Lord of the Wolfyn and Twin Targets (24 page)

She rose on legs that threatened to buckle beneath her, and took the few steps necessary to bring her face-to-face with Sharpe. “Take me there.”

“We’re not finished here,” Emily protested, but Sydney waved her off.

“You’ll have to do the best you can without me. Call me if you have any questions. I’ll give you my—” She broke off, realizing she’d canceled her cell phone before she left for the island. She had no phone and no money, and her ID and credit cards were locked up. She was nobody until she retrieved her life from the safe in her bedroom at home.

A home that had been violated. Where two people had been killed.

An image flashed into her mind, that of Jenny Marie’s body after it had washed up on the beach down-current from Rocky Cliff. The cook’s dark hair had been matted with seaweed and sand, and blue crabs had nibbled at her fingers, toes and eyes, but that hadn’t been enough to disguise the horrible things Tiberius had done to her before he’d killed her and thrown her over the edge.

This,
he’d been saying to Sydney with his actions.
This is what I’ll do to you if you cross me. This is what I’ll do to the people around you
. Like Jenny Marie.

Like Celeste.

Tears filmed Sydney’s vision and a sob caught in her throat.

“Here.” Sharpe handed a business card to the lawyer. “My cell number is on it. You can call her at that number.” He turned for the door, gesturing for Sydney. “Come on. We have a plane to catch.”

He acted like he didn’t know—or didn’t care—that she was upset, like she didn’t have the right because she’d brought it on herself. A kernel of bitter anger took root in her chest, kindling and spreading through her body.

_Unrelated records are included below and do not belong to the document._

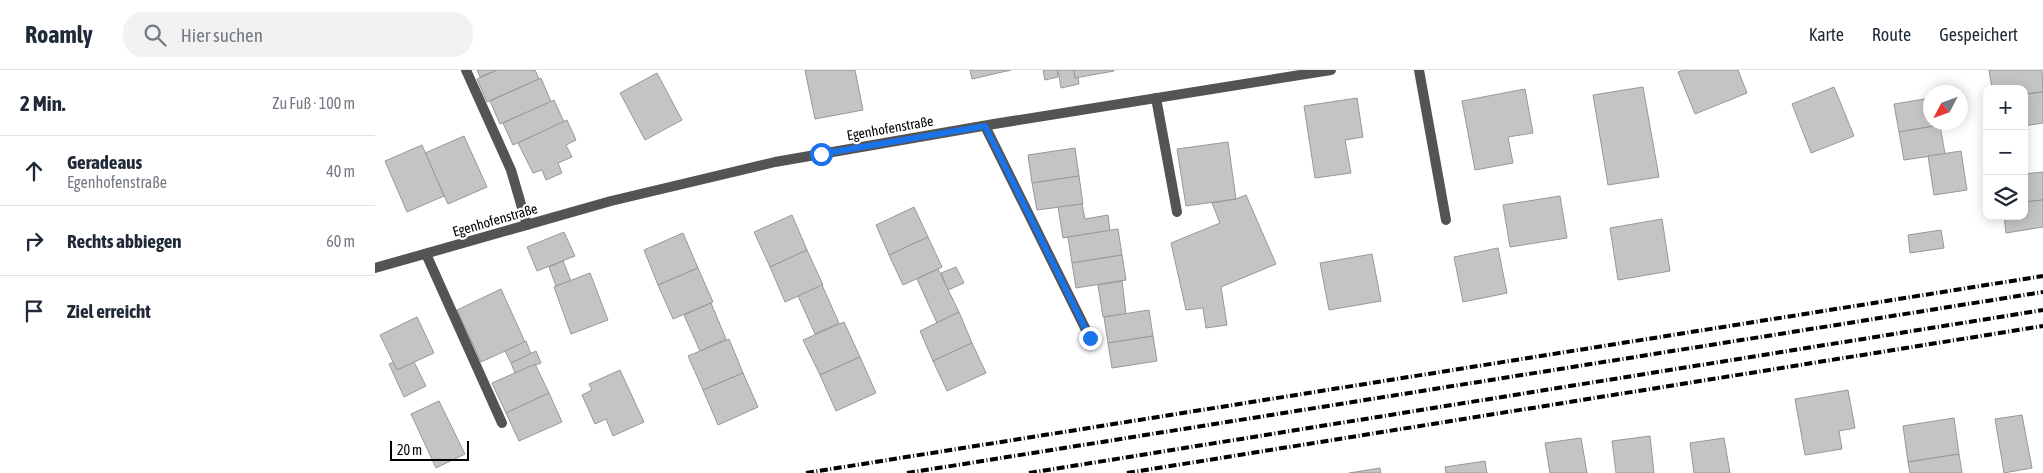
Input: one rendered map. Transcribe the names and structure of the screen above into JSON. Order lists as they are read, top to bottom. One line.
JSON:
{"streets":{"street":["Egenhofenstraße"]},"scale_bar":"20 m","north":"bottom left","page":{"header":"Roamly","search":"Hier suchen","nav":["Karte","Route","Gespeichert"],"heading":["2 Min.","Zu Fuß · 100 m"],"map_buttons":["+","−"],"list":[["Geradeaus","Egenhofenstraße","40 m"],["Rechts abbiegen","60 m"],"Ziel erreicht"],"scale":"20 m"}}
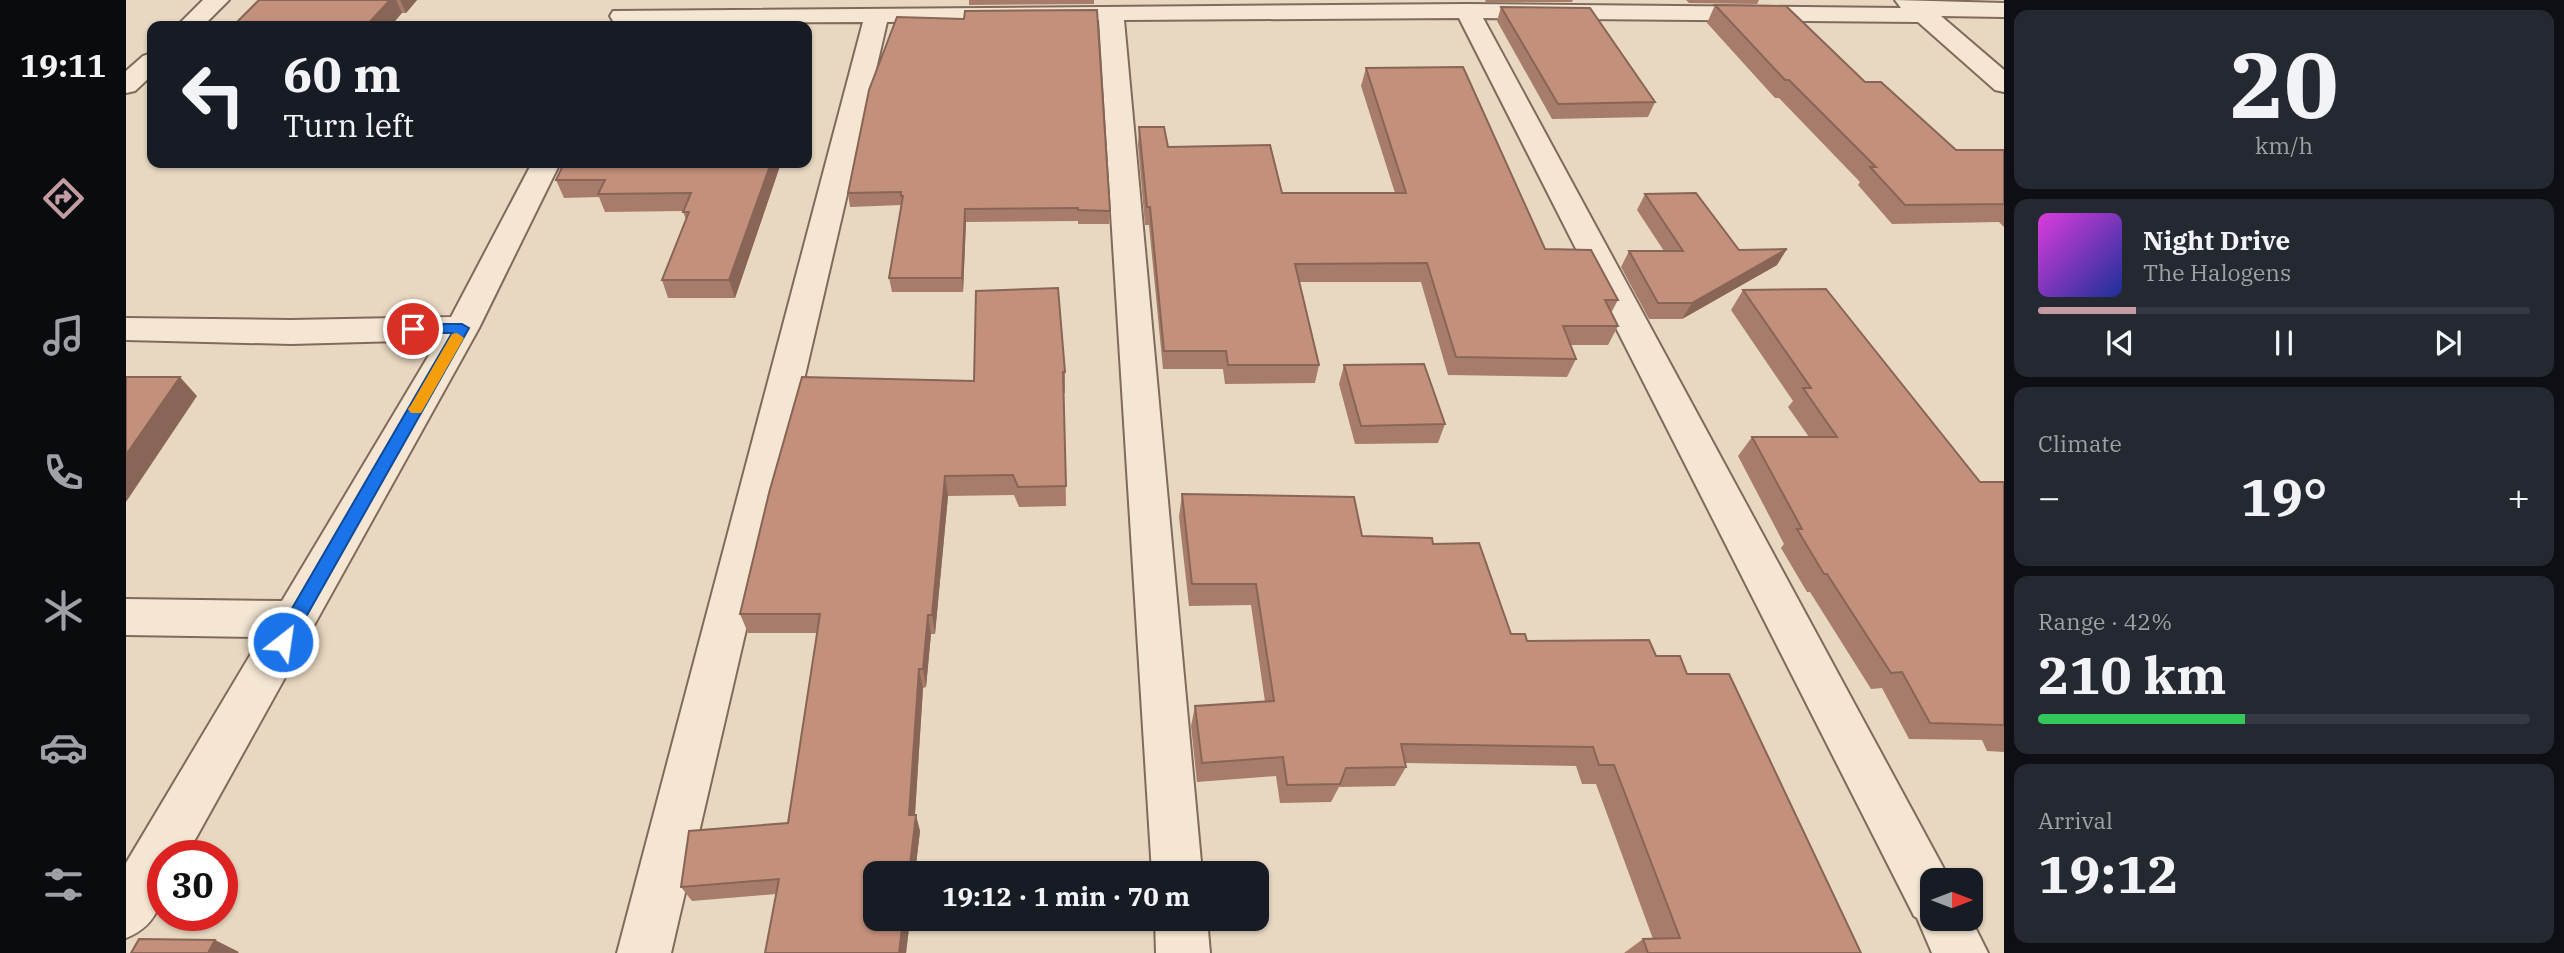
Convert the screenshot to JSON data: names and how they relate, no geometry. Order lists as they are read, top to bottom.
{
  "north": "right",
  "page": {
    "tabs": "19:11",
    "tile": [
      ["20", "km/h"],
      "Climate",
      ["Range · 42%", "210 km"],
      ["Arrival", "19:12"]
    ],
    "turn": ["60 m", "Turn left"],
    "song": ["Night Drive", "The Halogens"],
    "heat": ["−", "19°", "+"],
    "limit": "30",
    "trip": "19:12 · 1 min · 70 m"
  }
}
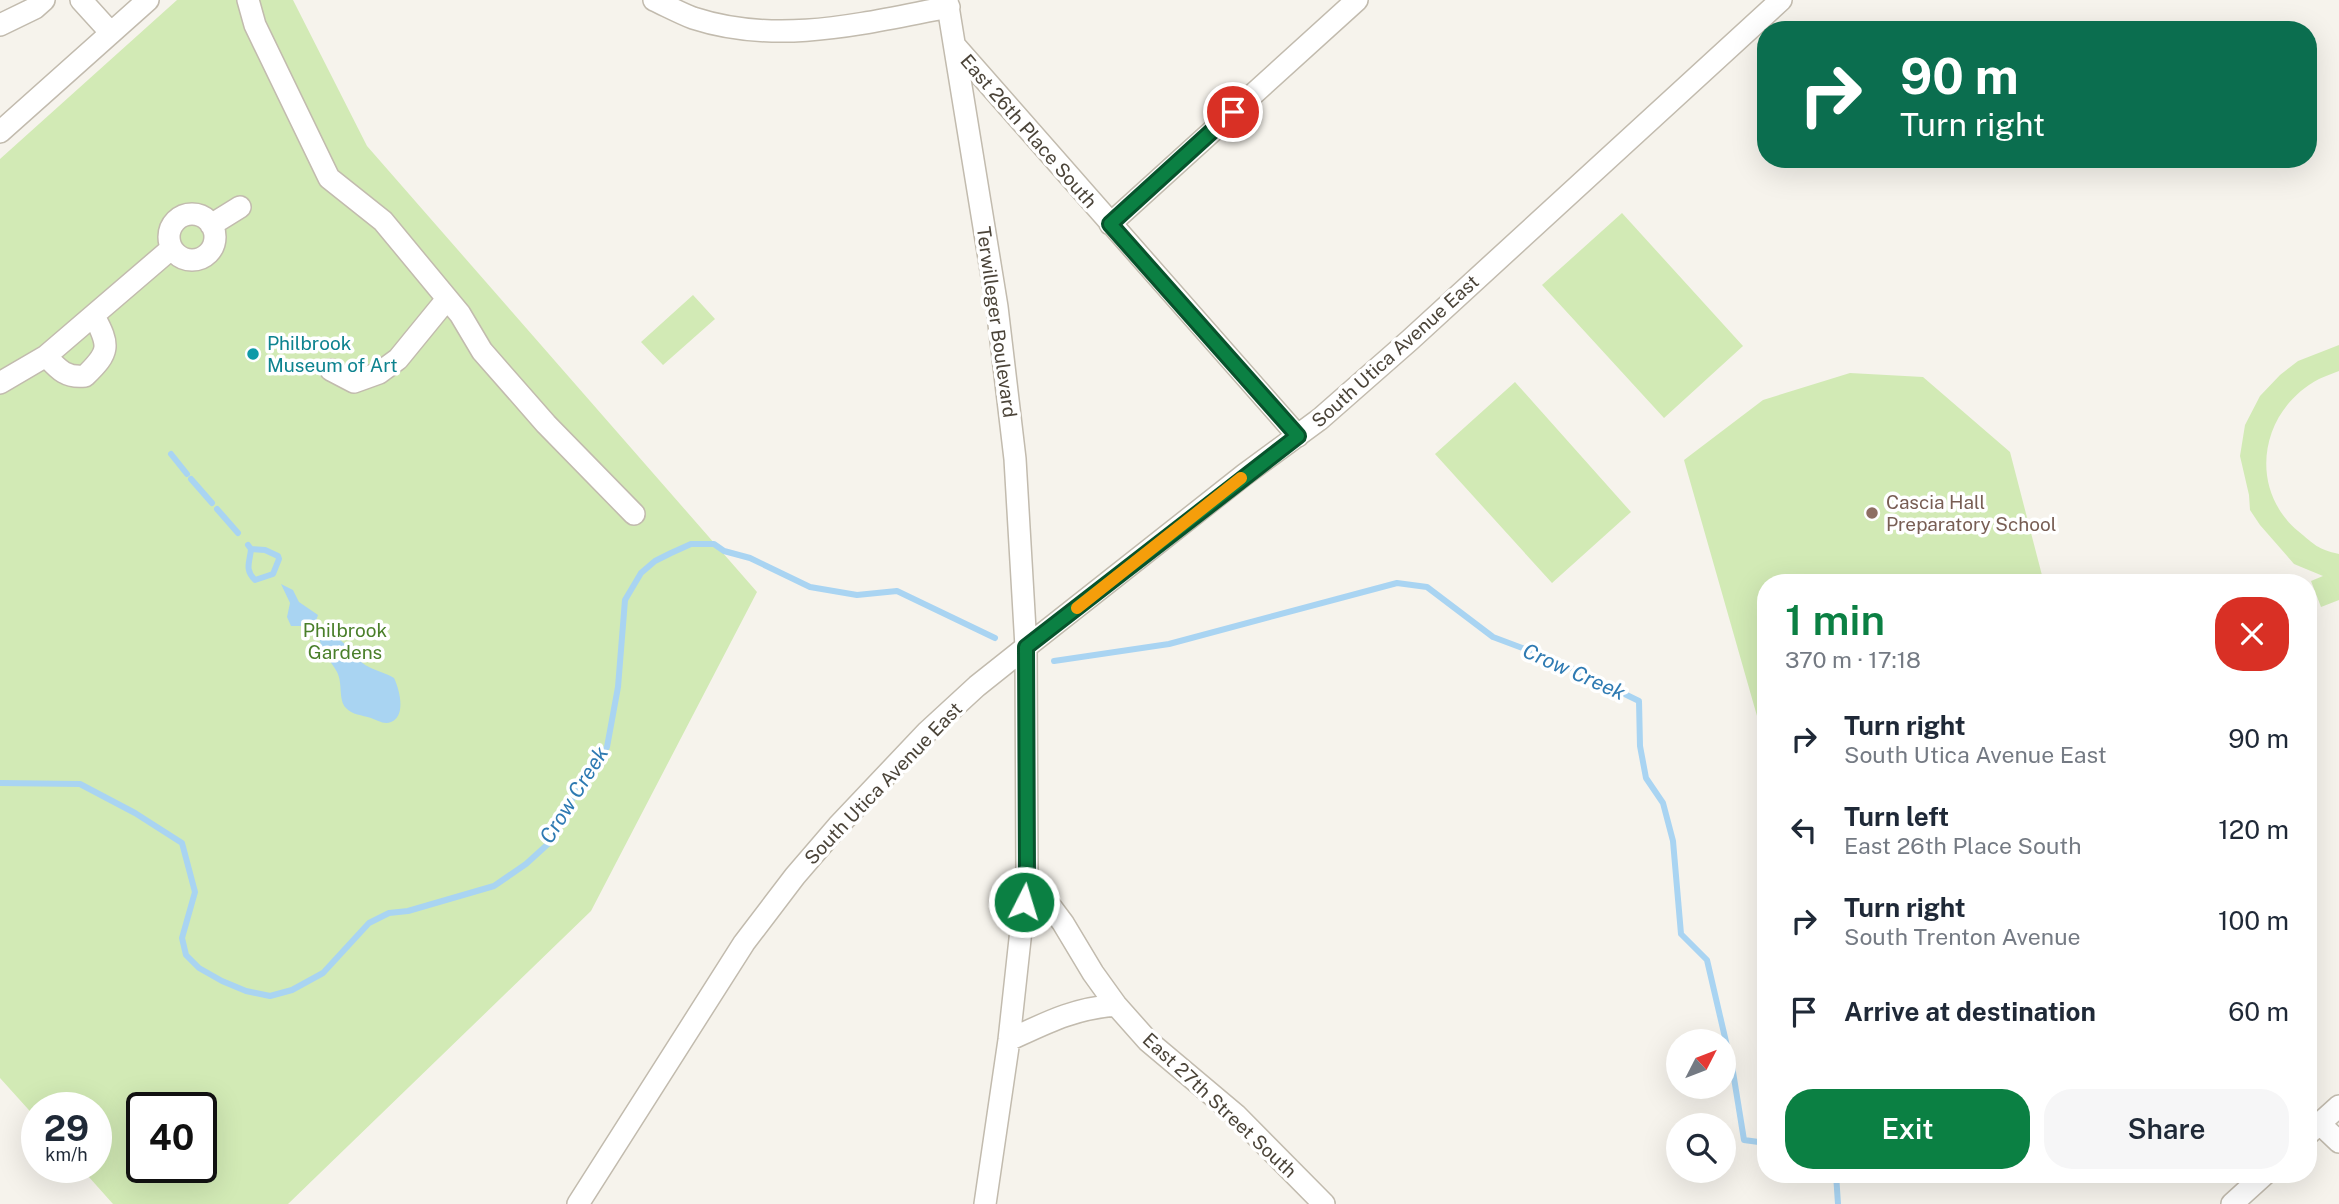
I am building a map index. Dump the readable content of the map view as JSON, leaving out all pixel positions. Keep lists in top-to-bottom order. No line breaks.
{"streets":{"street":["East 26th Place South","Terwilleger Boulevard","South Utica Avenue East","East 27th Street South"]},"crossings":[["East 26th Place South","Terwilleger Boulevard"],["East 26th Place South","South Utica Avenue East"],["Terwilleger Boulevard","South Utica Avenue East"]],"water":["Crow Creek"],"parks":["Philbrook Gardens"],"places":["Philbrook Museum of Art","Cascia Hall Preparatory School"],"north":"top right","page":{"turn":["90 m","Turn right"],"heading":["1 min","370 m · 17:18"],"list":[{"name":"Turn right","note":"South Utica Avenue East","value":"90 m"},{"name":"Turn left","note":"East 26th Place South","value":"120 m"},{"name":"Turn right","note":"South Trenton Avenue","value":"100 m"},{"name":"Arrive at destination","value":"60 m"}],"buttons":["Exit","Share"],"speed":"29 km/h","limit":"40"}}
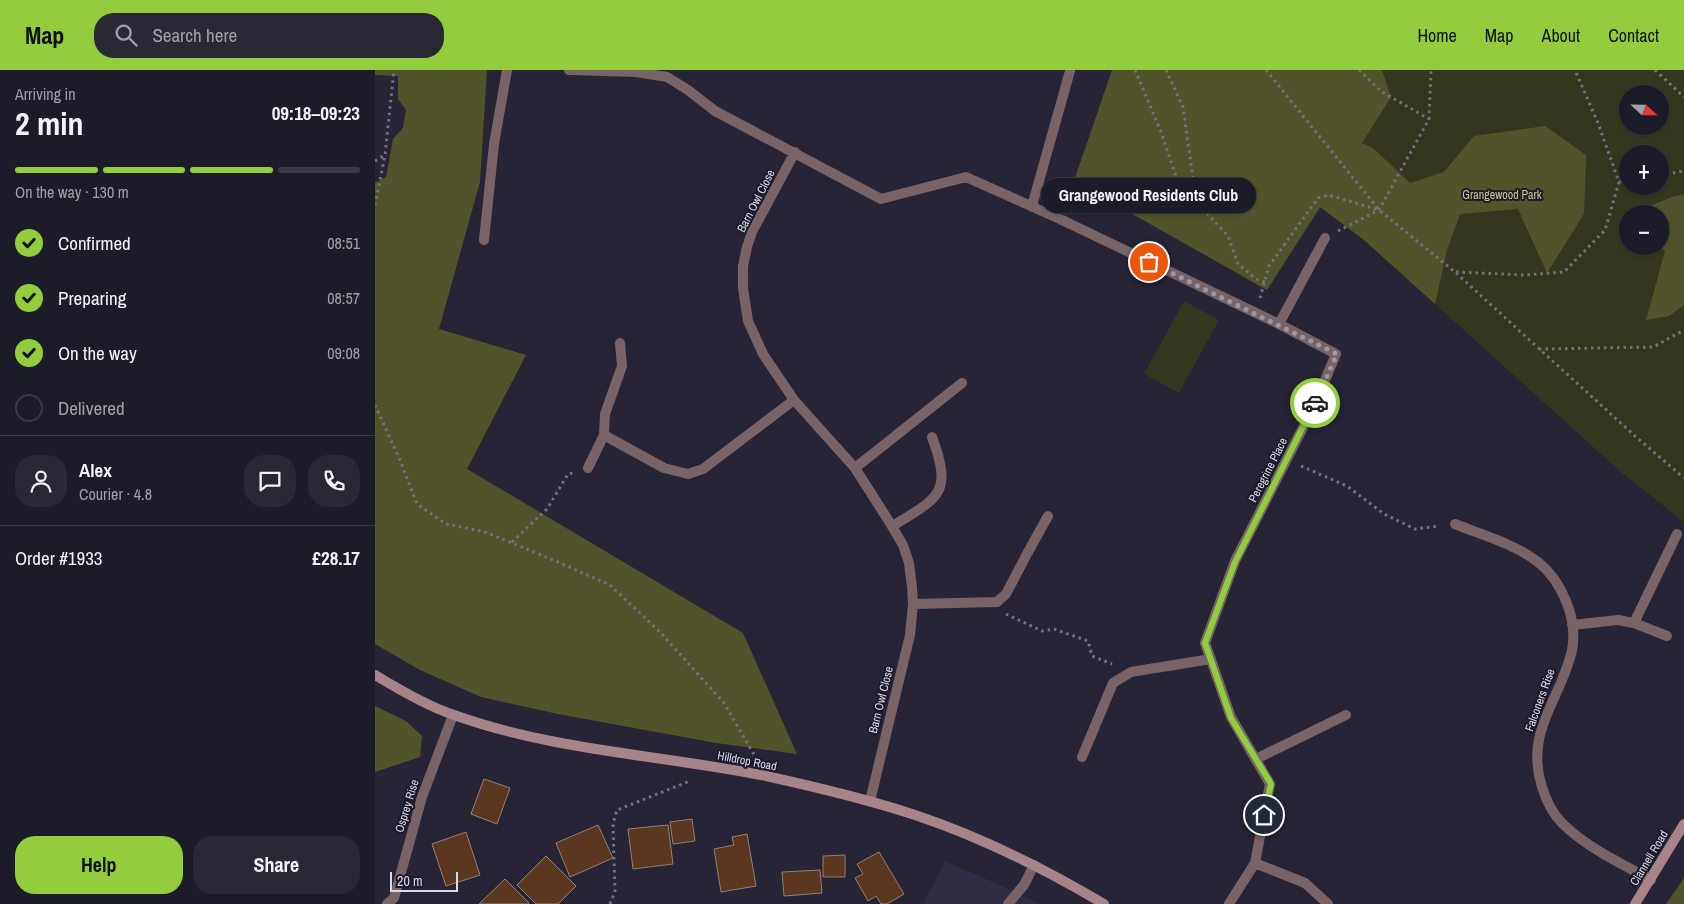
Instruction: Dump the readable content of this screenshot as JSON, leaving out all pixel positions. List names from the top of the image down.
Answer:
{
  "streets": {
    "street": [
      "Barn Owl Close",
      "Peregrine Place",
      "Falconers Rise",
      "Hilldrop Road",
      "Osprey Rise",
      "Clannell Road"
    ]
  },
  "crossings": [
    ["Barn Owl Close", "Hilldrop Road"],
    ["Falconers Rise", "Clannell Road"],
    ["Hilldrop Road", "Osprey Rise"]
  ],
  "parks": ["Grangewood Park"],
  "places": ["Grangewood Residents Club"],
  "scale_bar": "20 m",
  "north": "right",
  "page": {
    "header": "Map",
    "search": "Search here",
    "nav": [
      "Home",
      "Map",
      "About",
      "Contact"
    ],
    "heading": ["2 min", "Arriving in", "09:18–09:23"],
    "panel": [
      "Alex",
      "Courier · 4.8",
      "Order #1933",
      "£28.17"
    ],
    "map_buttons": ["+", "−"],
    "bar": "On the way · 130 m",
    "bubble": "Grangewood Residents Club",
    "list": [
      ["Confirmed", "08:51"],
      ["Preparing", "08:57"],
      ["On the way", "09:08"],
      "Delivered"
    ],
    "buttons": ["Help", "Share"],
    "scale": "20 m"
  }
}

“Hey.” She grabbed his arm, trying to ignore the jolt of awareness that sang through her at the feel of hard muscle beneath his suit jacket. But the sensation was so strong, so unexpected, that she fumbled for a second when he turned back and looked at her.

“What?”

Are you completely insensitive?
she wanted to shout. What had happened to the guy on the boat? She wanted that Sharpe back, the one who’d held her, comforted her. But she didn’t ask those things, because what was the point? It wasn’t his job to comfort her—it was his job to catch Tiberius, and he’d already made it clear that he didn’t give a damn about her agenda or her feelings.

And maybe that was for the best, she realized, sucking in a breath. She had a feeling the sizzle she’d just felt wasn’t one-sided, and that could complicate things. She couldn’t become involved with him—getting involved would only serve to derail her from the important things.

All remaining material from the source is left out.